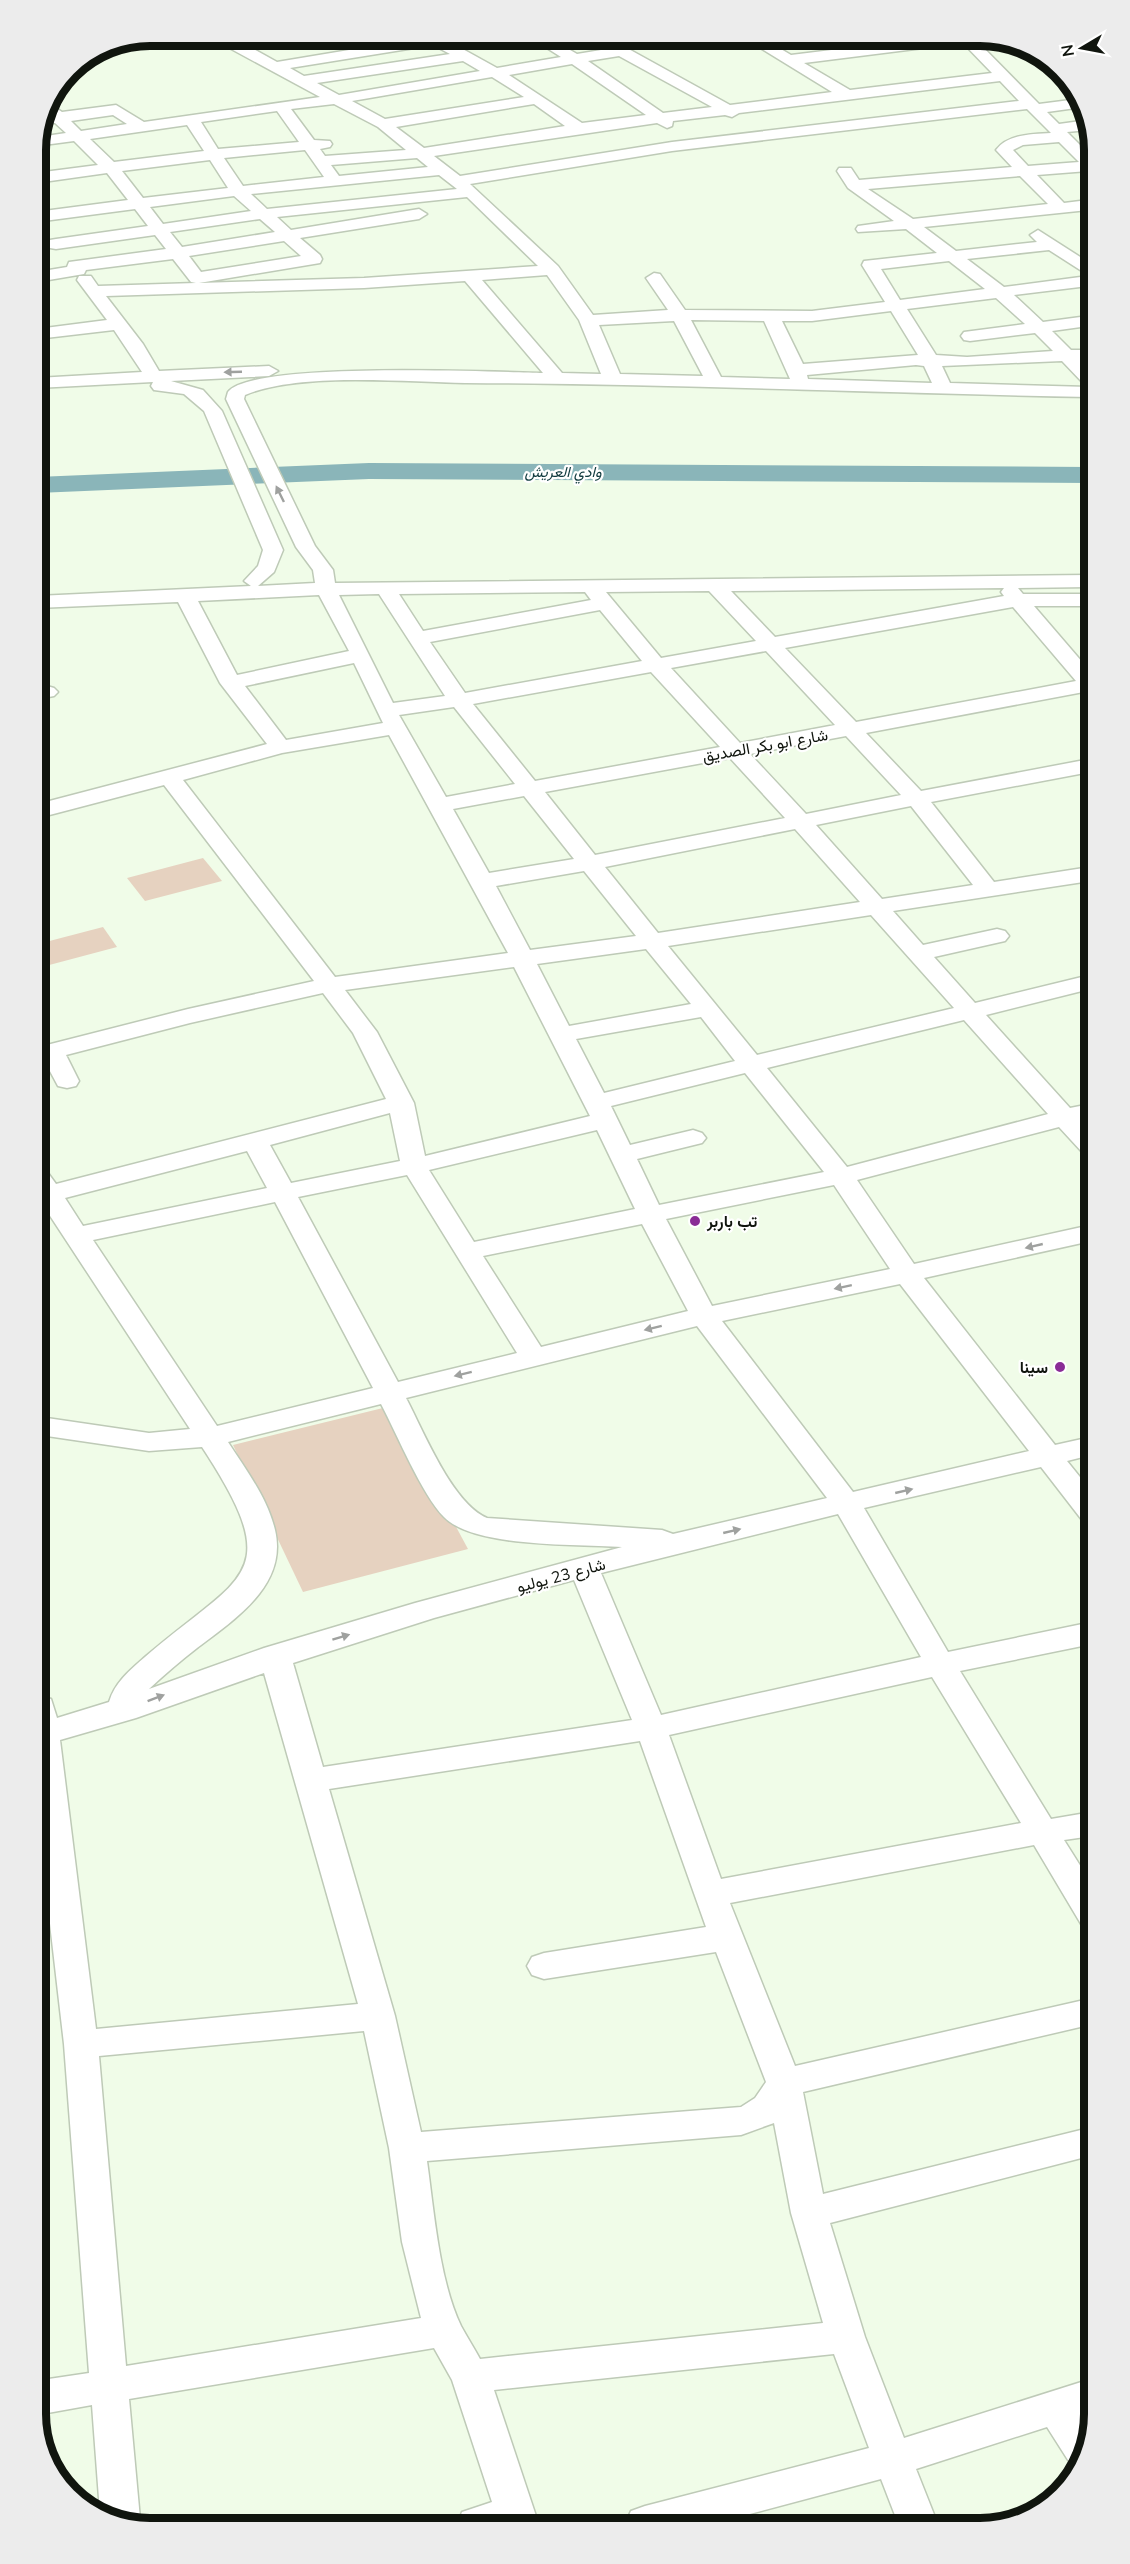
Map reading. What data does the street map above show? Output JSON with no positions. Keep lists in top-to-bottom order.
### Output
{
  "streets": {
    "street": ["شارع ابو بكر الصديق", "شارع 23 يوليو"]
  },
  "water": ["وادي العريش"],
  "places": ["تب باربر", "سينا"],
  "north": "left"
}
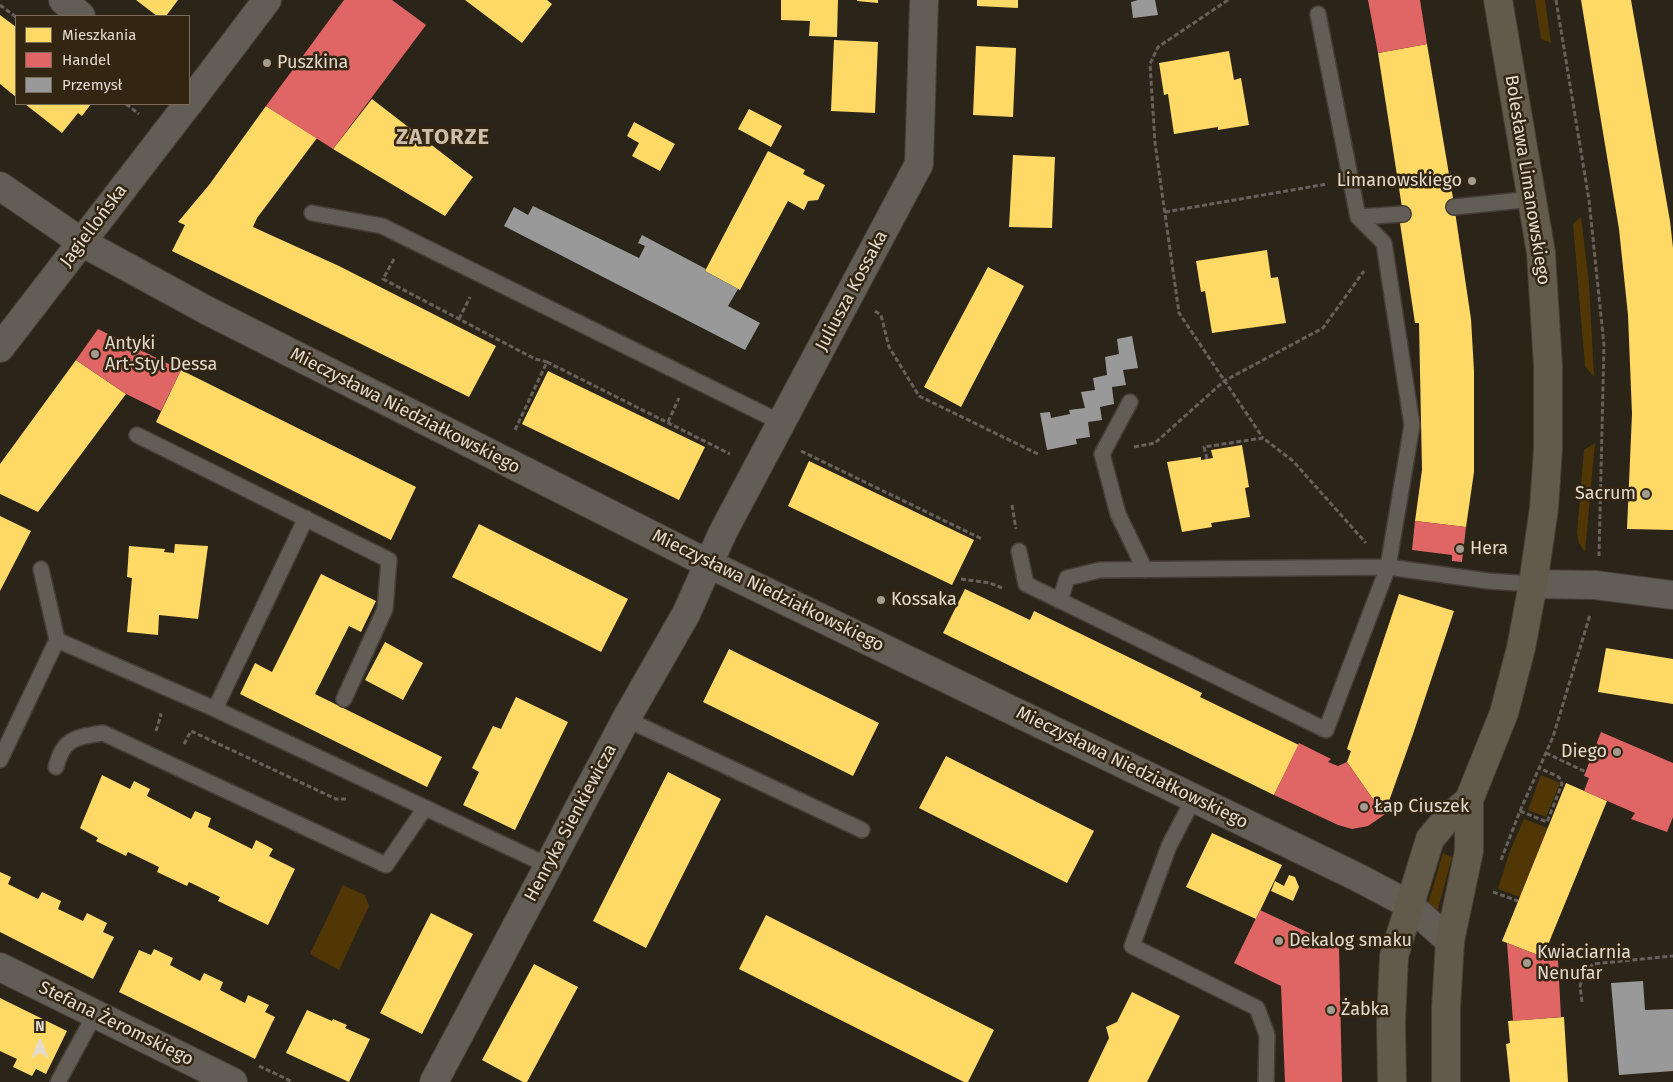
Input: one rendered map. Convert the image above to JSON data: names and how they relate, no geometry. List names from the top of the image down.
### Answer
{
  "streets": {
    "main road": ["Bolesława Limanowskiego"],
    "street": [
      "Jagiellońska",
      "Juliusza Kossaka",
      "Mieczysława Niedziałkowskiego",
      "Henryka Sienkiewicza",
      "Stefana Żeromskiego"
    ]
  },
  "crossings": [
    ["Bolesława Limanowskiego", "Mieczysława Niedziałkowskiego"],
    ["Jagiellońska", "Mieczysława Niedziałkowskiego"],
    ["Juliusza Kossaka", "Mieczysława Niedziałkowskiego"],
    ["Juliusza Kossaka", "Henryka Sienkiewicza"],
    ["Mieczysława Niedziałkowskiego", "Henryka Sienkiewicza"]
  ],
  "districts": ["ZATORZE"],
  "places": [
    "Puszkina",
    "Limanowskiego",
    "Antyki Art-Styl Dessa",
    "Sacrum",
    "Hera",
    "Kossaka",
    "Diego",
    "Łap Ciuszek",
    "Dekalog smaku",
    "Kwiaciarnia Nenufar",
    "Żabka"
  ],
  "legend": ["Mieszkania", "Handel", "Przemysł"],
  "north": "top"
}
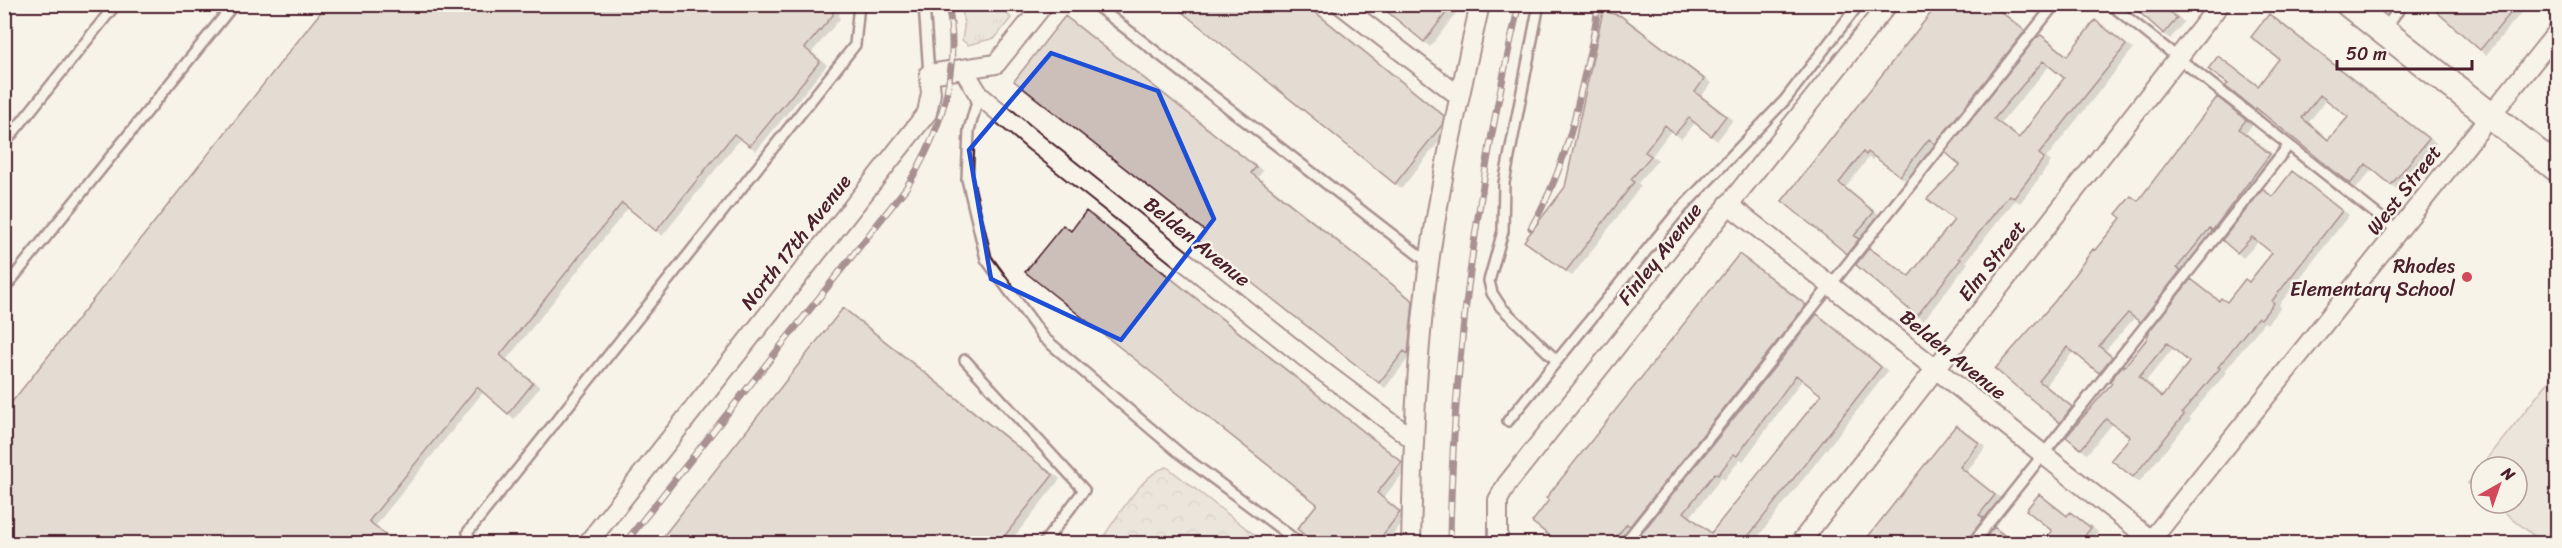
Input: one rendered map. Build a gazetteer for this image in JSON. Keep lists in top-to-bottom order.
※ ※ ※
* Problem: State the number of lines above that contain "order". Write nothing besides it.

* Solution to the exercise: 2